Abbiamo una grande occasione. Se crisi e desiderio sono i più potenti motori di innovazione, questo è il tempo per parlare non solo di distanze, DPI e device, ma per una grande stagione che rimetta l’educazione al centro e per immaginare non solo quello che vogliamo per settembre, ma per i prossimi quindici anni. Nuovi modelli a scuola e nelle città, nei tempi e negli spazi.

Sono molti i documenti, i manifesti e le petizioni che di recente hanno cercato di accendere un faro sui minori, formulando proposte e stilando agende. Noi abbiamo provato a lavorare partendo da tre domande cruciali, raccogliendo esperienze sul campo e riflessioni:

  • Come rimettere al centro bambini e giovani?
  • Come riprogettare i servizi per gli under18?
  • Come ricostruire la relazione con i nostri ragazzi?

«La sfida vera, adesso, è fare sistema», dice Arianna Saulini, portavoce del Gruppo CRC. Significa ad esempio che è urgente decidere la strada da imboccare, perché settembre è dietro l’angolo e oggi, tre mesi e mezzo dal paziente1 non si può più limitarsi a dire che “eravamo impreparati”. Significa dare risposte specifiche per chi ha pagato maggiormente il peso del lockdown, i bambini in povertà, come evidenzia Ivano Abbruzzi, portavoce di Investing in Children. Per don Michele Falabretti, responsabile della Pastorale Giovanile della Conferenza Episcopale Italiana, «si stanno chiamando a raccolta tutti per l’estate, ma non facciamolo solo perché siamo in emergenza. Dobbiamo tornare all’idea che educare è un lavoro di rete, di alleanze». Quella delle alleanze territoriali è l’ottica che muove, da più di tre anni, l’impresa sociale Con i Bambini: «La scelta di fondo è stata quella di dire che l’educazione non è in capo alla scuola, ma a tutta la comunità. Questo presupposto, nell’emergenza ha avuto una conferma perché là dove la scuola è scomparsa, la rete territoriale ha continuato a promuovere aggregazione nei modi possibili», spiega Carlo Borgomeo, il presidente.

Tutte provocazioni che abbiamo rilanciato in un’intervista alla ministra per la Famiglia, Elena Bonetti, che è tornata ad impegnarsi sul Family Act. Mentre Luigi Bobba, presidente Terzjus- Osservatorio sul Terzo settore, la filantropia e l’impresa sociale, in una lettera aperta al Governo lancia quattro proposte per non lasciare i giovani in panchina.

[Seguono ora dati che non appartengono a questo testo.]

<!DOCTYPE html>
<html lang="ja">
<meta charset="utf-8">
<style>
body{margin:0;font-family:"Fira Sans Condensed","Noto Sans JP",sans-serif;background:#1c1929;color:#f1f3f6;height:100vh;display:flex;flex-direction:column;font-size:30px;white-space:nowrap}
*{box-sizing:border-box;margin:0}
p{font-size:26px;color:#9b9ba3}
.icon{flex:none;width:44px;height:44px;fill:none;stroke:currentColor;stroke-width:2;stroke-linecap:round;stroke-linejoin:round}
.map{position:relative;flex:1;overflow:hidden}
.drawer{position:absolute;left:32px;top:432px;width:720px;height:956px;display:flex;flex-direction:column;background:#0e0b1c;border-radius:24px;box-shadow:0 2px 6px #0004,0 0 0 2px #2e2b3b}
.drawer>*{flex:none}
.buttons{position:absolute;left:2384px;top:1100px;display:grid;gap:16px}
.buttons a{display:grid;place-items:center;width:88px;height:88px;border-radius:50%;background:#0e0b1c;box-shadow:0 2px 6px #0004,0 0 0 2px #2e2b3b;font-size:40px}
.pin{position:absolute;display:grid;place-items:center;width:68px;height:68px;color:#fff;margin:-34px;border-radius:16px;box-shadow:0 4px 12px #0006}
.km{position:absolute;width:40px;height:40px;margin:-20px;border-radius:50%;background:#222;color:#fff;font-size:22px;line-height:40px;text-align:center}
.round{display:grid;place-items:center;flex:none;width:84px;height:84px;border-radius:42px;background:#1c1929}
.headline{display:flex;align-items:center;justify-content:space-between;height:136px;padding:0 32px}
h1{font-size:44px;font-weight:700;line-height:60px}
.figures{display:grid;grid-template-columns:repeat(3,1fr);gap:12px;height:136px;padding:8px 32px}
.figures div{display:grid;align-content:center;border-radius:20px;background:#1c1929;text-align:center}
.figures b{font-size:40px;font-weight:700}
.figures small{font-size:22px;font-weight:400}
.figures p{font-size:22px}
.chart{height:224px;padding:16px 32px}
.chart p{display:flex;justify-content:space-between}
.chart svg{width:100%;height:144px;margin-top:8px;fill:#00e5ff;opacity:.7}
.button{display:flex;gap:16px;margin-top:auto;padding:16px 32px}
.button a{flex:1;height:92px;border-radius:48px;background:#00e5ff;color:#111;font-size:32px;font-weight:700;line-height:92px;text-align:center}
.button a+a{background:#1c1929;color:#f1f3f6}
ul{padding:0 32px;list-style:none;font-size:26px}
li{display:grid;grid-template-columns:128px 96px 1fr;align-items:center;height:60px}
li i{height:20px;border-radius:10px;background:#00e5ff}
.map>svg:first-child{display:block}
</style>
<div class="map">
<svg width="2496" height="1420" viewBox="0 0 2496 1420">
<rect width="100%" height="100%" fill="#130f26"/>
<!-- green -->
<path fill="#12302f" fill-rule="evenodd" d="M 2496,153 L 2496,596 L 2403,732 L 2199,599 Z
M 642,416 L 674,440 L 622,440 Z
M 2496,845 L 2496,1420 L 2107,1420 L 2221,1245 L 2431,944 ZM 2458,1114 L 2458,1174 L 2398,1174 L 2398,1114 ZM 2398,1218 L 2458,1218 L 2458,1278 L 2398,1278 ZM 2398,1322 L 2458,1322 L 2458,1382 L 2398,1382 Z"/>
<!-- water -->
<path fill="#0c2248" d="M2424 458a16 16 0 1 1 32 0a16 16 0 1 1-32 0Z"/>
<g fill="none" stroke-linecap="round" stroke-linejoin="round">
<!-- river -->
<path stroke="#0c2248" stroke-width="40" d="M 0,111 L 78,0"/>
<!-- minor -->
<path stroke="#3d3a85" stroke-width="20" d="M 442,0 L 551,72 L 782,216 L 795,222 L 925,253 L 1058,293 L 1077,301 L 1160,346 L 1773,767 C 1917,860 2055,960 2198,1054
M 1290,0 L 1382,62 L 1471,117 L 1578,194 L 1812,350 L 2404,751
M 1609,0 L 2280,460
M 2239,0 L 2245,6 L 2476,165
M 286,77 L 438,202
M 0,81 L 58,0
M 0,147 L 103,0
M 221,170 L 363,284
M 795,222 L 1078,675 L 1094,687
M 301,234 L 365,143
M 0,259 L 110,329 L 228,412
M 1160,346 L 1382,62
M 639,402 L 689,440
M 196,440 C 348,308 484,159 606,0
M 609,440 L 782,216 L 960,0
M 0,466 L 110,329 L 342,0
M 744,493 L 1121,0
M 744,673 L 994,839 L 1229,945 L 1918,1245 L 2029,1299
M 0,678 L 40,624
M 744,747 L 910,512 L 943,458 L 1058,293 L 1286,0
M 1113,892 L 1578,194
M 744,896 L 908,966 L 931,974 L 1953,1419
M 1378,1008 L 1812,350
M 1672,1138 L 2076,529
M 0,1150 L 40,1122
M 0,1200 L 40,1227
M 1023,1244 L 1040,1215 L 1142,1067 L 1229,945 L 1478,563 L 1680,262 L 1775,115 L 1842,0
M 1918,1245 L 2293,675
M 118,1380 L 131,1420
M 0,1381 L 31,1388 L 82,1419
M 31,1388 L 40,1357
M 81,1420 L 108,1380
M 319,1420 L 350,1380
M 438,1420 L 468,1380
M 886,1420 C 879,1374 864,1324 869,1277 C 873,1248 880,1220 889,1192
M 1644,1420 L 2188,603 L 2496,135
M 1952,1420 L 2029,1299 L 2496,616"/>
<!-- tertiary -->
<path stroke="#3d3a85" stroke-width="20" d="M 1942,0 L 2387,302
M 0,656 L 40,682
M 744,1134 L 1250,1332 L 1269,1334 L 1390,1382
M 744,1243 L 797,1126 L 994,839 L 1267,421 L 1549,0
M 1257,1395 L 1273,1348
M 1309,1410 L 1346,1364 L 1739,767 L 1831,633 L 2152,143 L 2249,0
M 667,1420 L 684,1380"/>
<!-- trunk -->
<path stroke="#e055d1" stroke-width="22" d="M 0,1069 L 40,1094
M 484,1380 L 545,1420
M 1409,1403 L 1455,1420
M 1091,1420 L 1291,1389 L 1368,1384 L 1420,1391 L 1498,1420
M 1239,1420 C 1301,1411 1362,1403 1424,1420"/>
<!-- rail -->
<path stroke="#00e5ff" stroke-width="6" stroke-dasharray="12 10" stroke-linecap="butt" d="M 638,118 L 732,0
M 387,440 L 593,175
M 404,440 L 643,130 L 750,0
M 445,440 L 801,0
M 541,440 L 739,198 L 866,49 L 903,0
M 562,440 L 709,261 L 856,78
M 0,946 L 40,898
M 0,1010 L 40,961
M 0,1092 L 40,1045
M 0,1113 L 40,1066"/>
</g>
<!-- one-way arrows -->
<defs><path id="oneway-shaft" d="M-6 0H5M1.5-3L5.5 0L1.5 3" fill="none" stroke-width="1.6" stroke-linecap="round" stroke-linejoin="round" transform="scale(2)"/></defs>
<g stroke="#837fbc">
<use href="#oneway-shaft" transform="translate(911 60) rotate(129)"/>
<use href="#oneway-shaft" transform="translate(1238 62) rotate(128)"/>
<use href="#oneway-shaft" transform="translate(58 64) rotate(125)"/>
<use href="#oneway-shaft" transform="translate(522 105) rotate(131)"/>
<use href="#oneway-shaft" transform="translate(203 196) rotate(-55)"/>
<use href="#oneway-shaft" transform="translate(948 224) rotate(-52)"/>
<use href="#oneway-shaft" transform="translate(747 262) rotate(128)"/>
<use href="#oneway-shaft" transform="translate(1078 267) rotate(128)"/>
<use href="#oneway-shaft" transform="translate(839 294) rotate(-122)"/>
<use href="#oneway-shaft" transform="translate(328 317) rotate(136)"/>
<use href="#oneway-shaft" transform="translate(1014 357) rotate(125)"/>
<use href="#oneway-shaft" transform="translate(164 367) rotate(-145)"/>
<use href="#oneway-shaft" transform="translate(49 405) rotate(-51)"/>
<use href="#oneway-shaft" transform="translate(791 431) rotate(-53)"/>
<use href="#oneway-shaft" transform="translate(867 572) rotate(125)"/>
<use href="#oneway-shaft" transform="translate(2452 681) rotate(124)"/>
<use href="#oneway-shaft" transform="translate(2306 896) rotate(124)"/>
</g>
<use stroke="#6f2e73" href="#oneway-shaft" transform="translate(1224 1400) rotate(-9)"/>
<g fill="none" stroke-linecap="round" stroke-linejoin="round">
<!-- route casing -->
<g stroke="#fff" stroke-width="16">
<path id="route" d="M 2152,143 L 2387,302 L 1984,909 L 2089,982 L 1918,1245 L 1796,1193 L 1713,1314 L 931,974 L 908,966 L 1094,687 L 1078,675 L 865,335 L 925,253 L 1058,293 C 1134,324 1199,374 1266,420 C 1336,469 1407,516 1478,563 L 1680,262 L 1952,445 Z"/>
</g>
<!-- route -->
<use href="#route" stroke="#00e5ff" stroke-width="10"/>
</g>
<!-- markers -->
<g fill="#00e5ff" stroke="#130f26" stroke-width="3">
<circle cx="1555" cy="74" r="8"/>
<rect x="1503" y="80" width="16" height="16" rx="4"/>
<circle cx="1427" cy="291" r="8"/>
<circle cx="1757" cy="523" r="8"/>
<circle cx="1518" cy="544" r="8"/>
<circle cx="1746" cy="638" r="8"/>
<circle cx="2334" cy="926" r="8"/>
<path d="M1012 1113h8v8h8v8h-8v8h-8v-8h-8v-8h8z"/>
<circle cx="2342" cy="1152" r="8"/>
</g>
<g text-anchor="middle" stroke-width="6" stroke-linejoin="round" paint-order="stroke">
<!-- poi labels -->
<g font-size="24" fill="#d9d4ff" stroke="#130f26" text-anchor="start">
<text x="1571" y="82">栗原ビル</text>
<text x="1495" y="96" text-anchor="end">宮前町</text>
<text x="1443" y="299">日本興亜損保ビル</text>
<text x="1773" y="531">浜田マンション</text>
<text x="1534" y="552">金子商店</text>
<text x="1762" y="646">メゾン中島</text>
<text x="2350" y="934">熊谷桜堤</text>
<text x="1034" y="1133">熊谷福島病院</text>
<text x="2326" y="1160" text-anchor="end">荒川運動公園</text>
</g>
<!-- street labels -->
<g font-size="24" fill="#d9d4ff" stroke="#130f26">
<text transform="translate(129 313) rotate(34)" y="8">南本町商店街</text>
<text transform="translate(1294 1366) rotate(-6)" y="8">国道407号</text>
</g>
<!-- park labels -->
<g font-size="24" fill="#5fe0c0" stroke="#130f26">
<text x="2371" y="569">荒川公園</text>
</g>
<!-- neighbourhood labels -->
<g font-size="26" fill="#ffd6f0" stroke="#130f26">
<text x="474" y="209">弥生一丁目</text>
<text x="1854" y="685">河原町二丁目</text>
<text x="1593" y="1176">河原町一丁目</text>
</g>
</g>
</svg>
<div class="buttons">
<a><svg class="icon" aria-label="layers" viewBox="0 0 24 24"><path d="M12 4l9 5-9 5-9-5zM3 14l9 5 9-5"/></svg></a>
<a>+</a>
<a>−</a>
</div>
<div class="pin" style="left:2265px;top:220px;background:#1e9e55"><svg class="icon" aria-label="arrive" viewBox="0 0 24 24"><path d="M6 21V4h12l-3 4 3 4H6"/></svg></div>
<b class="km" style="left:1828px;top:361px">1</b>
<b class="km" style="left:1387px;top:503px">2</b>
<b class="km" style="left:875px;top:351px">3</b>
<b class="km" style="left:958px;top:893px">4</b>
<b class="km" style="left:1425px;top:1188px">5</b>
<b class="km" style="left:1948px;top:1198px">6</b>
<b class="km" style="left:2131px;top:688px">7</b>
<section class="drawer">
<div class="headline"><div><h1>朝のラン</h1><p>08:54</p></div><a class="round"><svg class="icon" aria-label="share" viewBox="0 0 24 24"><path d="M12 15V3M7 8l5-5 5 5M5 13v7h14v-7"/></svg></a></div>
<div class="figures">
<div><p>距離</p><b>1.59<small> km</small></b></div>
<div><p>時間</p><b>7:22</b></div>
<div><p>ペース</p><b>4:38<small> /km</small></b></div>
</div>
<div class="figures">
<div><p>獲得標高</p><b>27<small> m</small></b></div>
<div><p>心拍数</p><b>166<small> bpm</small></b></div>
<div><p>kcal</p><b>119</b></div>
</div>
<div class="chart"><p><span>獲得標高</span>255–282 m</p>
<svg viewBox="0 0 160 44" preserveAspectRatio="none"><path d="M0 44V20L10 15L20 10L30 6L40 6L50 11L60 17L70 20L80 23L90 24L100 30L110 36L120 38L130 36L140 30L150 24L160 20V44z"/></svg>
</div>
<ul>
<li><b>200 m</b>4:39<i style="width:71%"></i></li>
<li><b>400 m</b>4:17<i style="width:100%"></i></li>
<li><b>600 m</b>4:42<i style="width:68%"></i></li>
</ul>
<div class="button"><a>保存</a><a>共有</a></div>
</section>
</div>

Abbiamo poi raccontato nel capitlo 2 del book trenta servizi pronti a riprogettarsi e ripartire, dalla scuola al tempo libero, dallo 0/6 alla disabilità. Ci sono gli "educatori di condominio" e i volontari che aiutano i bimbi migranti a fare i compiti, i servizi diurni per bambini con disabilità che finalmente iniziano a riaprire e i primi nidi che si sono immaginati proposte all'aria aperta.

Infine, nel capitolo 3 vi proponiamo una nuova “cassetta degli attrezzi” per ricostruire la relazione con i nostri ragazzi, firmata da dieci grandi osservatori. Giovanni Biondi, presidente di Indire, parla di scuola. Eraldo Affinati, scrittore e fondatore della Scuola Penny Wirton, fa un invito pressante a sperimentare. Elena Granata, urbanista, spiega la necessità di spiegare il senso che c'è dentro ad ogni scelta tecnologica sugli spazi e i tempi. Daniele Novara, pedagogista, ci ricorda che educare è un'azione intenzionale, non un semplice "stare in relazione". Luigi Ballerini, psicanalista, parla di adolescenza e del fatto che la famiglia non basta a se stessa. Ivo Lizzola, docente di pedagogia, riflette sulle relazioni fra generazioni. Emanuele Poletti, direttore dell’Ufficio per la Pastorale dell’Età Evolutiva di Bergamo, invita gli oratori a guardare "oltre". Sul gioco, parola-chiave in questi mesi tanto scomparsa, ci aiutano a riflettere Dario De Toffoli, direttore dell’Archivio italiano dei giochi e Francesca Antonacci, docente di Pedagogia del gioco. Ernesto Caffo, presidente di Telefono Azzurro, ricorda che i primi a cui chiedere "da dove ripartire?" sono proprio loro, i ragazzi.